Showing posts with label Film. Show all posts
Showing posts with label Film. Show all posts

Monday, July 2, 2007

Off to Guantanamo to get my meds

Just went to see Sicko a couple nights ago, and like all of Moore's films, the images stick pretty well. First of all, I thought it was an excellent movie--compelling, funny, irritating, and earnest. All of the criticisms that one can make of Moore are probably true but ultimately not very interesting. The bottom line is he just makes good movies about important topics. This one especially I thought had a sense of improvisation, lightness and self-deprecating humor that really made it a joy to watch. He has a measured sense of his own image and weaves it deftly into the substance of his film.
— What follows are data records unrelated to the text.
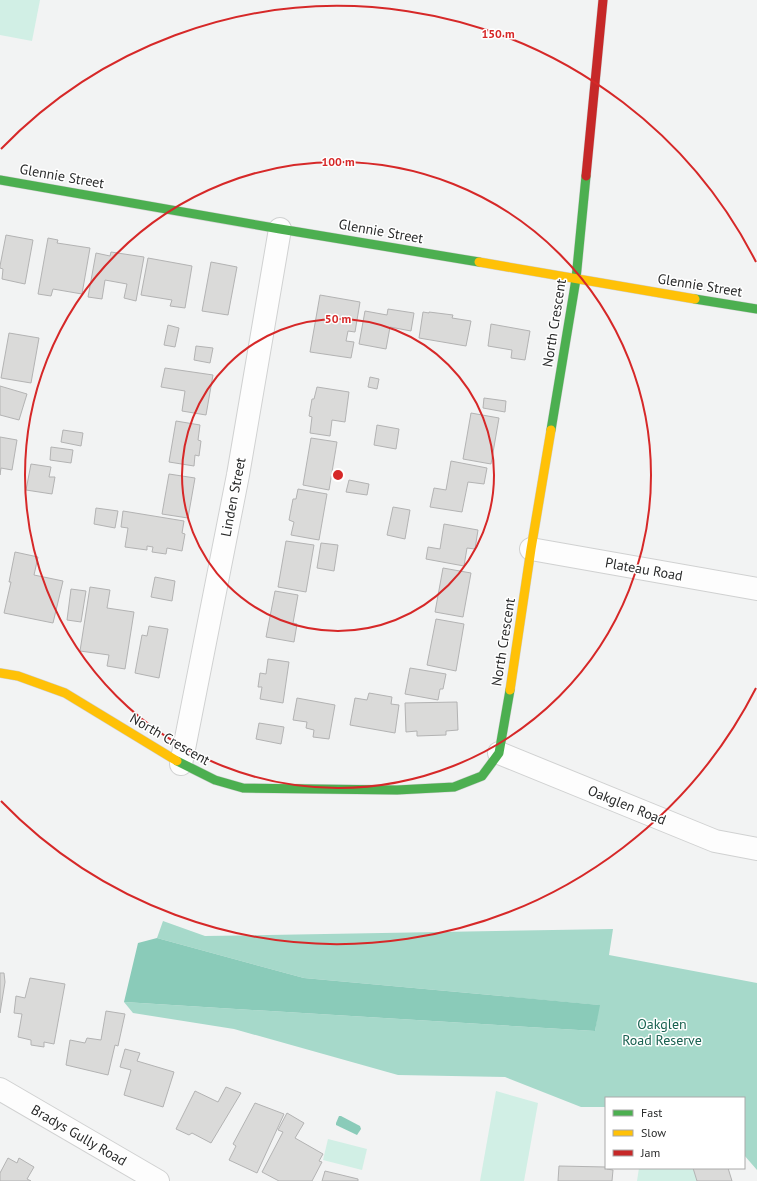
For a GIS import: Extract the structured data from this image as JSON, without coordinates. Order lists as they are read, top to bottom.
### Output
{
  "streets": {
    "street": [
      "Glennie Street",
      "North Crescent",
      "Linden Street",
      "Plateau Road",
      "Oakglen Road",
      "Bradys Gully Road"
    ]
  },
  "crossings": [
    ["Glennie Street", "North Crescent"],
    ["Glennie Street", "Linden Street"],
    ["North Crescent", "Linden Street"],
    ["North Crescent", "Plateau Road"],
    ["North Crescent", "Oakglen Road"]
  ],
  "parks": ["Oakglen Road Reserve"],
  "legend": ["Fast", "Slow", "Jam"],
  "rings": ["150 m", "100 m", "50 m"]
}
I suggest people watch this in the theaters too, because the reaction of the audience is a big part of the show. When Moore shows the creation of HMO's via a white house tape of Nixon and Ehrlichmann people got genuinely angry (and foul-mouthed), and not in the pansy ass liberal way. More like that LA street riot way. And when we broke into applause at the words of a British statesman, it wasn't a self-righteous nod to someone who is affirming our own presuppositions, but acknowledgment of how surprising the truth can be, what a good idea democracy is, and the huge potential that Americans, perhaps alone among the peoples of this earth, have to mark this world with a genuine form of it.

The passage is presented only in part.